Our recent project The Next Normal: Rise of Resilience spanned 28,600 people aged 6 to 54 across 32 countries, including Saudi Arabia. Here are the key findings from an analysis of Saudi data:
Saudis are content, in spite of growing stress levels. In Saudi Arabia, people were more likely in 2012 to describe themselves as happy (82%) than in 2017 (75%). However, their 2017 happiness level almost matched the global average of 76%. At the same time, those saying they feel stressed rose from 29% in 2012 to 43% in 2017. Their 2017 stress level was also significantly higher than for people globally (32%).
Their main worries are similar to their global peers. Like people globally, Saudis’ top worries are war, terrorism, cybercrime, political extremism and bullying. Concern about terrorism has grown by 68% over the last 5 years (28% in 2012, 47% in 2017). Almost 30% of Saudis said they felt less safe in 2017 – a score that tripled compared to 5 years earlier.

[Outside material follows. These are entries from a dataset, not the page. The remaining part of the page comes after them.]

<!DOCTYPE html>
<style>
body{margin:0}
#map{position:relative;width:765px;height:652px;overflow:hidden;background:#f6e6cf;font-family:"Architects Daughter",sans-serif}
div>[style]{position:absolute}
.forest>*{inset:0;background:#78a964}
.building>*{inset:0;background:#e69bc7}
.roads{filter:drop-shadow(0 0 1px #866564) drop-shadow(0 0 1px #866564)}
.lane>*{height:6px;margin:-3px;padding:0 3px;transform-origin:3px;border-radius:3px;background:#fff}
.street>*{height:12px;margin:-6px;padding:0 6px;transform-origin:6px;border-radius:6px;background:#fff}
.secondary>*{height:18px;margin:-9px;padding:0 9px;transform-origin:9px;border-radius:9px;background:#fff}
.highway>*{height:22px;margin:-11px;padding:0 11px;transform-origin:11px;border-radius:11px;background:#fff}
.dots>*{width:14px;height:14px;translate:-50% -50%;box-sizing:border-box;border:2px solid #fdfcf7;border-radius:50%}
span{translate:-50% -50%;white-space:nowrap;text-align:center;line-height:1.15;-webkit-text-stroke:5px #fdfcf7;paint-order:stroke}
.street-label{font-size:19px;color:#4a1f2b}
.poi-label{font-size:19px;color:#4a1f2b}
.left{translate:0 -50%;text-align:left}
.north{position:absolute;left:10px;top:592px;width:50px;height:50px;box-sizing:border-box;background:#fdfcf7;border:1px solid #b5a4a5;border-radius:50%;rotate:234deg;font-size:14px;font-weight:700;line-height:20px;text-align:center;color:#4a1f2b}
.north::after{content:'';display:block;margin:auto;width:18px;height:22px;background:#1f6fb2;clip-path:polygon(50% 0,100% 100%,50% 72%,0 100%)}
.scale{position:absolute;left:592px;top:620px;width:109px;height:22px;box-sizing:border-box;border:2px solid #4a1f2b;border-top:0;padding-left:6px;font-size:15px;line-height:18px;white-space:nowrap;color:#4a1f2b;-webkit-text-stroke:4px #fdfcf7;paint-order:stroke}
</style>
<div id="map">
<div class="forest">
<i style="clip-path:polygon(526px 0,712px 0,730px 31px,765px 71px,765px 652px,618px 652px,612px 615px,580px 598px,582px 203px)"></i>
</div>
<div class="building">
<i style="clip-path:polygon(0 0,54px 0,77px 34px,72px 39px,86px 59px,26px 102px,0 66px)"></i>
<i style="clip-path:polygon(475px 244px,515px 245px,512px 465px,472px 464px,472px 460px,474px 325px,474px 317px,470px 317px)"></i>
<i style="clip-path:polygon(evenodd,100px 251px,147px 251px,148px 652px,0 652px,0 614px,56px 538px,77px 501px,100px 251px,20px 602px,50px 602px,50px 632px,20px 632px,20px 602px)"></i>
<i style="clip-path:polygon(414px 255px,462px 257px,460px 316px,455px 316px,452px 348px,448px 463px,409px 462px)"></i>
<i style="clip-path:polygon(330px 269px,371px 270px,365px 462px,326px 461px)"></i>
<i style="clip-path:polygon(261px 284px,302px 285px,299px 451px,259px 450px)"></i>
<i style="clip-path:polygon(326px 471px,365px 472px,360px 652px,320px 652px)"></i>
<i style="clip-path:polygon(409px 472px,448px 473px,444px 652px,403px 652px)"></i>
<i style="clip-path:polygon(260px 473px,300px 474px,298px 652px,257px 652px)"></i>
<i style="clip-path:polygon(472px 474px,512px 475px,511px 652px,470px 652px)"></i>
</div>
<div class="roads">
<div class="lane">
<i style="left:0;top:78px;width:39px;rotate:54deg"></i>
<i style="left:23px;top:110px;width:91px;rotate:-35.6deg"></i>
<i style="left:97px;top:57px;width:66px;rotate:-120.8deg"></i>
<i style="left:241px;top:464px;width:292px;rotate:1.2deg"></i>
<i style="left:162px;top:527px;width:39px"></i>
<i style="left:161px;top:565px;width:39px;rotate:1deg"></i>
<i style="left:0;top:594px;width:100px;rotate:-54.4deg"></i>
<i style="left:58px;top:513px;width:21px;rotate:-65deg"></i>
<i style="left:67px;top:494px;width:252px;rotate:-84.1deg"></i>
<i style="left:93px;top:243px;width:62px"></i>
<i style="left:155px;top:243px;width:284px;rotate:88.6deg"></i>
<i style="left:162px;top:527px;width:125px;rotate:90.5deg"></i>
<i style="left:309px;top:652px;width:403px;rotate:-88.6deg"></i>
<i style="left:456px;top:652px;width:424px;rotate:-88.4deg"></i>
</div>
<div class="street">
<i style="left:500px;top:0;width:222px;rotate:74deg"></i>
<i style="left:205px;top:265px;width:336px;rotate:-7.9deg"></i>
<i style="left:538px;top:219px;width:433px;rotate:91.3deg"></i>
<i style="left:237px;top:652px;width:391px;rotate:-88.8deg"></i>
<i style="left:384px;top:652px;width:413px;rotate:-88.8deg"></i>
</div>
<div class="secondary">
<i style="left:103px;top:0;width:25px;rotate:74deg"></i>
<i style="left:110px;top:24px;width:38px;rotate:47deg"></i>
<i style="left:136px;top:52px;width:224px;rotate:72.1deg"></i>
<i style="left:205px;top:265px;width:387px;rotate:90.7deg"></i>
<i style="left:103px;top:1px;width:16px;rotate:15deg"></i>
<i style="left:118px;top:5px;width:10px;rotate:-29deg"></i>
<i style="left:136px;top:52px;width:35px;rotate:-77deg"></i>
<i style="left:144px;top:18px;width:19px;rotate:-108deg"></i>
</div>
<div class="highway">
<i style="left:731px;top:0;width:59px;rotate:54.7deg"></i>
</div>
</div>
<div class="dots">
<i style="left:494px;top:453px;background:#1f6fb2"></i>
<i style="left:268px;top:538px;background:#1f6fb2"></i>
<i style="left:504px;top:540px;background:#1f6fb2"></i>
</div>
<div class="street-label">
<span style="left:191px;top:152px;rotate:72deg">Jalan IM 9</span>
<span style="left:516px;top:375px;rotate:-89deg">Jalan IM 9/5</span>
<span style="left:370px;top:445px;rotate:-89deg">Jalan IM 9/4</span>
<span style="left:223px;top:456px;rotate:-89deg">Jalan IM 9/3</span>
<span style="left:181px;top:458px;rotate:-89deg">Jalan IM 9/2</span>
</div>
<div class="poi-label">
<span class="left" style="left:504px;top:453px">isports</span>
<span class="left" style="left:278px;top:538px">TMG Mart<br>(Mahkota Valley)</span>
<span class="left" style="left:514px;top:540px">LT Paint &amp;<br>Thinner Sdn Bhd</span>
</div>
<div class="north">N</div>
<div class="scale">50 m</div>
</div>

Saudis are adopting new ways of coping with life’s challenges – namely media usage and laughter. Saudis’ top methods for dealing with stress are praying, sleeping, using social media, going for a walk or run, spending time with friends, and watching TV. Humor has also become much more important in their lives over the last 5 years. In 2012, just 26% of Saudis said they use humor to achieve things in life – a figure that more than tripled to 81% in 2017. This sentiment was also much higher than the 2017 global average of 66%. And while prayer remains by far the main method of dealing with stress across age groups, using social media ranked #2 among people over 35 – above talking with friends and sleeping.
The online world is shifting their perceptions and shaping their daily lives. A growing percentage of Saudis believe that having access to the internet has changed the way they think about the world (77% in 2017). Additionally, 93% of Saudis believe that all people should have the right to internet access.
Money is less central to their happiness than 5 years ago. In 2012, Saudis chose “having plenty of money” as the most important source of happiness. Five years later, money dropped to fifth place in this ranking. Saudis’ top sources of happiness in 2017 were being successful in general, spending time with family, faith/religion and going away on holiday.
They’re feeling a rising sense of authenticity, optimism and empowerment. Compared with 2012, Saudis are more likely to say they’re true to the people they’re closest to (86% in 2012, 95% in 2017), that they always look to the positive (84% in 2012, 94% in 2017) and that they feel empowered (61% in 2012, 83% in 2017). Additionally, those feelings of empowerment are shared by both genders (both 83%).
They’ve become more engaged locally – and more interested in the world at large. Virtually all Saudis are active in their communities – a behavior that has grown in recent years (85% in 2012, 91% in 2017). They’re also interested in understanding what’s beyond their borders. The percent who say they’re curious about the world increased from 73% in 2012 to 80% in 2017.